(THE INPUT)
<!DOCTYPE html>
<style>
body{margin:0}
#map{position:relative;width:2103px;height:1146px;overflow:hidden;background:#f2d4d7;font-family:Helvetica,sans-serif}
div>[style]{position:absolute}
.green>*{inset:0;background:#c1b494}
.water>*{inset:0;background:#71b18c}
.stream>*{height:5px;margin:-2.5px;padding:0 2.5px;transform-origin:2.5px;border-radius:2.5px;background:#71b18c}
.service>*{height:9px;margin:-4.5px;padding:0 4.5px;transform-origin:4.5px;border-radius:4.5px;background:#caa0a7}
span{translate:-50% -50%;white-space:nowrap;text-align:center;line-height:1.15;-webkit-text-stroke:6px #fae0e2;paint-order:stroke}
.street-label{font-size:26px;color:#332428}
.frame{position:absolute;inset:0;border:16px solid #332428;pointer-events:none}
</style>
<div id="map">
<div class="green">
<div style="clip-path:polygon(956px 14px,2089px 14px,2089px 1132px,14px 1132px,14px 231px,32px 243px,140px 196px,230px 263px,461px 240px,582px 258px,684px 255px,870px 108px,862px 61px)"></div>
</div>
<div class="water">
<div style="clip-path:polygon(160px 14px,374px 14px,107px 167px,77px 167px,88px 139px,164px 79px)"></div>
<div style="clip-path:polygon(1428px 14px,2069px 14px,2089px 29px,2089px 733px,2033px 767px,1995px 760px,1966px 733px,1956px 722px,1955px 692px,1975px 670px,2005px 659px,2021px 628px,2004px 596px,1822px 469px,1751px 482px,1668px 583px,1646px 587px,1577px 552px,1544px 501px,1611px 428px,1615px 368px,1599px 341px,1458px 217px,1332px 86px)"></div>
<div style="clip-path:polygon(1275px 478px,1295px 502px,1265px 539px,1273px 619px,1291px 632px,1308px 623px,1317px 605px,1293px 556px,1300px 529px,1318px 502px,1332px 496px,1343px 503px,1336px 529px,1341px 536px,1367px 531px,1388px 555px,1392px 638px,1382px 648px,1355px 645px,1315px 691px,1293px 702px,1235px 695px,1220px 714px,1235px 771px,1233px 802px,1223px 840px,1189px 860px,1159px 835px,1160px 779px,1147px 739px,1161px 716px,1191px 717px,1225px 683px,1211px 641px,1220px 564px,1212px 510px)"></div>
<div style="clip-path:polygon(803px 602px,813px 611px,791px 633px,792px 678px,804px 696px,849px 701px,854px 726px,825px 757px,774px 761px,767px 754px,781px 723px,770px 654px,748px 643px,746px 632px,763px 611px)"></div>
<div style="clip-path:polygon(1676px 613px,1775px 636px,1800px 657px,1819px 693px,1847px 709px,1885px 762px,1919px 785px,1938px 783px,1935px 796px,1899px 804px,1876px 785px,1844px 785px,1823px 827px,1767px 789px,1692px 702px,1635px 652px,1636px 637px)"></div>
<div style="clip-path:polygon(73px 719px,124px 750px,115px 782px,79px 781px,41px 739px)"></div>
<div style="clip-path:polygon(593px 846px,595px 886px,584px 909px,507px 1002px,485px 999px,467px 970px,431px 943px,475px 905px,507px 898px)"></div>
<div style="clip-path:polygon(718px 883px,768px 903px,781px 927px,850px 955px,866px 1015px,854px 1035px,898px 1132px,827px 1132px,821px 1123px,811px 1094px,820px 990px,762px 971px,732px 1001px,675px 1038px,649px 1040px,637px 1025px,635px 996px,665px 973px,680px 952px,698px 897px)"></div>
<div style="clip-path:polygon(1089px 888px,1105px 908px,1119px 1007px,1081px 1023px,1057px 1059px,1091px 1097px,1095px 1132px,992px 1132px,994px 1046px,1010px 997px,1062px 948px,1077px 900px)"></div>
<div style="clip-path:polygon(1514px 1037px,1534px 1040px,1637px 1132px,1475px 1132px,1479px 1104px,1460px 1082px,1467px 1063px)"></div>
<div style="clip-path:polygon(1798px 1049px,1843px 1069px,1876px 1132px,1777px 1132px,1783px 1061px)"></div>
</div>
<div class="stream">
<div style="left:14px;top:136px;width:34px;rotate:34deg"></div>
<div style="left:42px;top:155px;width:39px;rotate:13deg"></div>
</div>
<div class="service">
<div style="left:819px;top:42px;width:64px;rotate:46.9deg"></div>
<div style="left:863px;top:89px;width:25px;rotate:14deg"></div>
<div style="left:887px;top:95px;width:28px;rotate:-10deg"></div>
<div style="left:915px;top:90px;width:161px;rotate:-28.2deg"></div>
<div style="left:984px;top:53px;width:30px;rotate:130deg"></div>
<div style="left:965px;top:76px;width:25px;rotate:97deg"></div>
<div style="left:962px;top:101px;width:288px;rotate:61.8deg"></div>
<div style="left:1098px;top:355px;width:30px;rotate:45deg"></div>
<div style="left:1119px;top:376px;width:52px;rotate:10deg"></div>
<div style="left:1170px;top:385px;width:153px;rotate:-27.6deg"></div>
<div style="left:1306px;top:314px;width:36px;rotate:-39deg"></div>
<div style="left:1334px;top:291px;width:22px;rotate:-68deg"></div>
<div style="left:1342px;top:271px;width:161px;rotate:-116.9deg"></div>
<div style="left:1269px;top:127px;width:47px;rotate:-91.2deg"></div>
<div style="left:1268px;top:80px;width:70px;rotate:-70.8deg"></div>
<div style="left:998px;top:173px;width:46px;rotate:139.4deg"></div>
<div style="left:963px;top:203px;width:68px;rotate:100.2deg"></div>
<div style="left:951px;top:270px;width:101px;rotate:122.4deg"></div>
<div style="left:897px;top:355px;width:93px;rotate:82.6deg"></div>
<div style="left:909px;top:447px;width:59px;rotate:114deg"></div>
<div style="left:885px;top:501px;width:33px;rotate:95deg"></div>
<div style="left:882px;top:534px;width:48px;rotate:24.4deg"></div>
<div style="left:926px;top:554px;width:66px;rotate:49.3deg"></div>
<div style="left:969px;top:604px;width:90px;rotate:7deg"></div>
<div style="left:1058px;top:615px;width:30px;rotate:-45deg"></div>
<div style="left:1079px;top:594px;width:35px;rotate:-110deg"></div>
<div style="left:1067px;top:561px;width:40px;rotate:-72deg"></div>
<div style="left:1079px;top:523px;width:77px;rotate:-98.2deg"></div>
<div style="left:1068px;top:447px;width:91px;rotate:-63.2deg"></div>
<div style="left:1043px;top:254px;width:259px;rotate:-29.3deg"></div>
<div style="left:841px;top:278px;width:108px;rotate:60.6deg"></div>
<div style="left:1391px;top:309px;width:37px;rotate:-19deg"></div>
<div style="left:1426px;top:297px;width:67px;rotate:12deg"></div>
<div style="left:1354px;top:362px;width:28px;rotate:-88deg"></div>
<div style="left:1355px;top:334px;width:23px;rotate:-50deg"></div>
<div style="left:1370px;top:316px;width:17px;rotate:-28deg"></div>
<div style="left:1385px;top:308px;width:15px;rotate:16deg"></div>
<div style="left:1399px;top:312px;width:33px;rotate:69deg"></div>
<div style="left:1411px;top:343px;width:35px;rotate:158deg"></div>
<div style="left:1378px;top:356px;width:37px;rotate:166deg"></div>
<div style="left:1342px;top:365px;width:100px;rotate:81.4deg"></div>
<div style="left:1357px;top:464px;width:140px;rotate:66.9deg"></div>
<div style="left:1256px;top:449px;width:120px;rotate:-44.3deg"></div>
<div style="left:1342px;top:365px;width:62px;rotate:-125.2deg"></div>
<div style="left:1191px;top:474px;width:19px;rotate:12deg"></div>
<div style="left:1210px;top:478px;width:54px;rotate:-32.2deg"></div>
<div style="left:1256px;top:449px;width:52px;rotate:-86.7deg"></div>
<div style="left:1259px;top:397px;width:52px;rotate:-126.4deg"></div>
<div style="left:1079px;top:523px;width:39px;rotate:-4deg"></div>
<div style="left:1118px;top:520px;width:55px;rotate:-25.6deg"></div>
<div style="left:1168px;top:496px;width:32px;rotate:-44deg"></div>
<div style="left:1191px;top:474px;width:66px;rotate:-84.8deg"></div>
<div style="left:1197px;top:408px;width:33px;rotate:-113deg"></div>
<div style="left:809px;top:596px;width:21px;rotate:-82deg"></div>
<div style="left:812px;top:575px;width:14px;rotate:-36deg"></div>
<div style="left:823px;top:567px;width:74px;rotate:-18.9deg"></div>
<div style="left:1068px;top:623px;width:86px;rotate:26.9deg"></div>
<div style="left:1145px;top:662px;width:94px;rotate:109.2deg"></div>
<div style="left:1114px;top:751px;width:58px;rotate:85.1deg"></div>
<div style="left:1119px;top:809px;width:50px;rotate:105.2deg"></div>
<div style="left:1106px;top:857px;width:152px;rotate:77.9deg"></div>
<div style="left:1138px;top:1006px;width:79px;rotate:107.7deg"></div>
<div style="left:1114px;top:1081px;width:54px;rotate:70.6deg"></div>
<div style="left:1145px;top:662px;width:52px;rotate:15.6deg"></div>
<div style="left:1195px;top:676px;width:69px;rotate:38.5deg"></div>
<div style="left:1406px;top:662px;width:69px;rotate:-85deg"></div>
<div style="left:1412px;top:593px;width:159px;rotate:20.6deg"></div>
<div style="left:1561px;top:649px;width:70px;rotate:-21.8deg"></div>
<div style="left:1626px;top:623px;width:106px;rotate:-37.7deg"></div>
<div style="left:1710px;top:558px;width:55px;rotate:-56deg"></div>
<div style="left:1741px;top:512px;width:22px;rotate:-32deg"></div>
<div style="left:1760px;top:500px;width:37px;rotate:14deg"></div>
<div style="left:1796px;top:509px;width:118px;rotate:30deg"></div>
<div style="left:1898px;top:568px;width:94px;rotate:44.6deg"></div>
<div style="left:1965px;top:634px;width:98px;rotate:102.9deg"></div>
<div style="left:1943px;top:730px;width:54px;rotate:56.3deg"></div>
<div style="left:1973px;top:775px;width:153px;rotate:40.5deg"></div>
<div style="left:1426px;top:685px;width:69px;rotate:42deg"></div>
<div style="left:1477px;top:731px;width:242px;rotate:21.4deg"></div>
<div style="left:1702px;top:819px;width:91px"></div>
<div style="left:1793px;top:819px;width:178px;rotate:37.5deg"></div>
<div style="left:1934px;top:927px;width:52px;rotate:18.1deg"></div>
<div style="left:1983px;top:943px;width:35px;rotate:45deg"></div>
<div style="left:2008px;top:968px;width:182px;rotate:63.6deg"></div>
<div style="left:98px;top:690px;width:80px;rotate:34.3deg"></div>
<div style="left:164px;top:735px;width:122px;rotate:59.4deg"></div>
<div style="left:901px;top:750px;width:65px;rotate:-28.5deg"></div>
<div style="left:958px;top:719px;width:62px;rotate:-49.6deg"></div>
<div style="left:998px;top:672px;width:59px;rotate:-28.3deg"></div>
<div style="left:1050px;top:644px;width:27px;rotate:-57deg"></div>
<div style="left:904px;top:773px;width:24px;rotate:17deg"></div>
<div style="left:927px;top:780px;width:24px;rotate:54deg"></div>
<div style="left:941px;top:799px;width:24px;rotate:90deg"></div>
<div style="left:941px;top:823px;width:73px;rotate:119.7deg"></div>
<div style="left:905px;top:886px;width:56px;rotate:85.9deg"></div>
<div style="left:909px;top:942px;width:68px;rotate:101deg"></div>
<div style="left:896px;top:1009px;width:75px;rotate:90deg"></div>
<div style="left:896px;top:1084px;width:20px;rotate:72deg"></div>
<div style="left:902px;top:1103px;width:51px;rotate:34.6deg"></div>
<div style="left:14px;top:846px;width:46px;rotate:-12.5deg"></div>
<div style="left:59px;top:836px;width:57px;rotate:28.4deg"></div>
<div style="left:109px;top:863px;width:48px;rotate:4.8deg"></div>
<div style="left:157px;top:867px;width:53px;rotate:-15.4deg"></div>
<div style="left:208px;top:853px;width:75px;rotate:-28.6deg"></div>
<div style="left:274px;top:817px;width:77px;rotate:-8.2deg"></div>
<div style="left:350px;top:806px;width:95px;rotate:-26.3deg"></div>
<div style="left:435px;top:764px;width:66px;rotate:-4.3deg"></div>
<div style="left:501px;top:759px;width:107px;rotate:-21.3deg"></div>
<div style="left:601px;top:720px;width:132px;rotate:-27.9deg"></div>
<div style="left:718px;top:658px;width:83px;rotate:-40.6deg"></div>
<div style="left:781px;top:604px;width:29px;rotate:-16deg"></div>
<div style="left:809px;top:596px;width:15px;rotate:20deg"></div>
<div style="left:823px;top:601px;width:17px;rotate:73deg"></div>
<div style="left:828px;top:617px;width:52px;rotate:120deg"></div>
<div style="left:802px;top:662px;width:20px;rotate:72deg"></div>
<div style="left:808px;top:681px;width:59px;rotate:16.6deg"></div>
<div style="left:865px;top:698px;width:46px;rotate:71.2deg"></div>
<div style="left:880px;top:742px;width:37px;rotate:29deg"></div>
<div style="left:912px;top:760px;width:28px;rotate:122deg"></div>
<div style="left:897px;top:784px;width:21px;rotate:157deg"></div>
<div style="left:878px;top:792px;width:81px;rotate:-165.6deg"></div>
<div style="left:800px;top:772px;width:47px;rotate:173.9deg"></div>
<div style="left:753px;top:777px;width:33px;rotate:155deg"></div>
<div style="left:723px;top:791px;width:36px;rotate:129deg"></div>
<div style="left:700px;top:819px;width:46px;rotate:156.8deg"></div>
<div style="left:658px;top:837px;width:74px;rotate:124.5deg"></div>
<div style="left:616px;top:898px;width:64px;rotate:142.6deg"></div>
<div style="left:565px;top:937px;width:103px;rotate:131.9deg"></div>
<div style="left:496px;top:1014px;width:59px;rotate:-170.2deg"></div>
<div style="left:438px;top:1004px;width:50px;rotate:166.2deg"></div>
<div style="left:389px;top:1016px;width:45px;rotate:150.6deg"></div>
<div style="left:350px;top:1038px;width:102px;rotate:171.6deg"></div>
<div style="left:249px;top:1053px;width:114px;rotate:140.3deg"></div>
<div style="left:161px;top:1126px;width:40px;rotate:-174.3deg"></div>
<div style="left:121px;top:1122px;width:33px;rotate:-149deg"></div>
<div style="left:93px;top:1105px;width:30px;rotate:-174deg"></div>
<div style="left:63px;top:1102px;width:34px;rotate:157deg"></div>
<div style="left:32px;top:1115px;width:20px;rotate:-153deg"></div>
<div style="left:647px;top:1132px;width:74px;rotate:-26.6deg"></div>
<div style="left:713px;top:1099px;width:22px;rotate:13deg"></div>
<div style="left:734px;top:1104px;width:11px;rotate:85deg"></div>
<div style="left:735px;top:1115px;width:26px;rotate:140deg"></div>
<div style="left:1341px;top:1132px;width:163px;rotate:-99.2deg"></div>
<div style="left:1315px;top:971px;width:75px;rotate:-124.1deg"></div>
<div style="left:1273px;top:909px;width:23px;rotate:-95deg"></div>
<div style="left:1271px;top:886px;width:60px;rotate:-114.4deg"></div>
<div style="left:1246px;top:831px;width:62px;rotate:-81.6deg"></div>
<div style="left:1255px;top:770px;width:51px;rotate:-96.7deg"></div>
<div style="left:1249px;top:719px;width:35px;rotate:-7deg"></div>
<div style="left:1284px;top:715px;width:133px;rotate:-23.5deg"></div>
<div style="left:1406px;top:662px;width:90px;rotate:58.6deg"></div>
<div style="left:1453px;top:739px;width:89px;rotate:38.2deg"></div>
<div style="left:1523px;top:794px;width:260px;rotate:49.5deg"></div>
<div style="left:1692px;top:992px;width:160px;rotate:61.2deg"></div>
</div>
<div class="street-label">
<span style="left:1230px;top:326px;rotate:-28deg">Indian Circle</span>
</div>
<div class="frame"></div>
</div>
(End THE INPUT)
PROMPT:
The answer must consist of each line from the data that includes the string "origin".

WRITTEN ANSWER:
.stream>*{height:5px;margin:-2.5px;padding:0 2.5px;transform-origin:2.5px;border-radius:2.5px;background:#71b18c}
.service>*{height:9px;margin:-4.5px;padding:0 4.5px;transform-origin:4.5px;border-radius:4.5px;background:#caa0a7}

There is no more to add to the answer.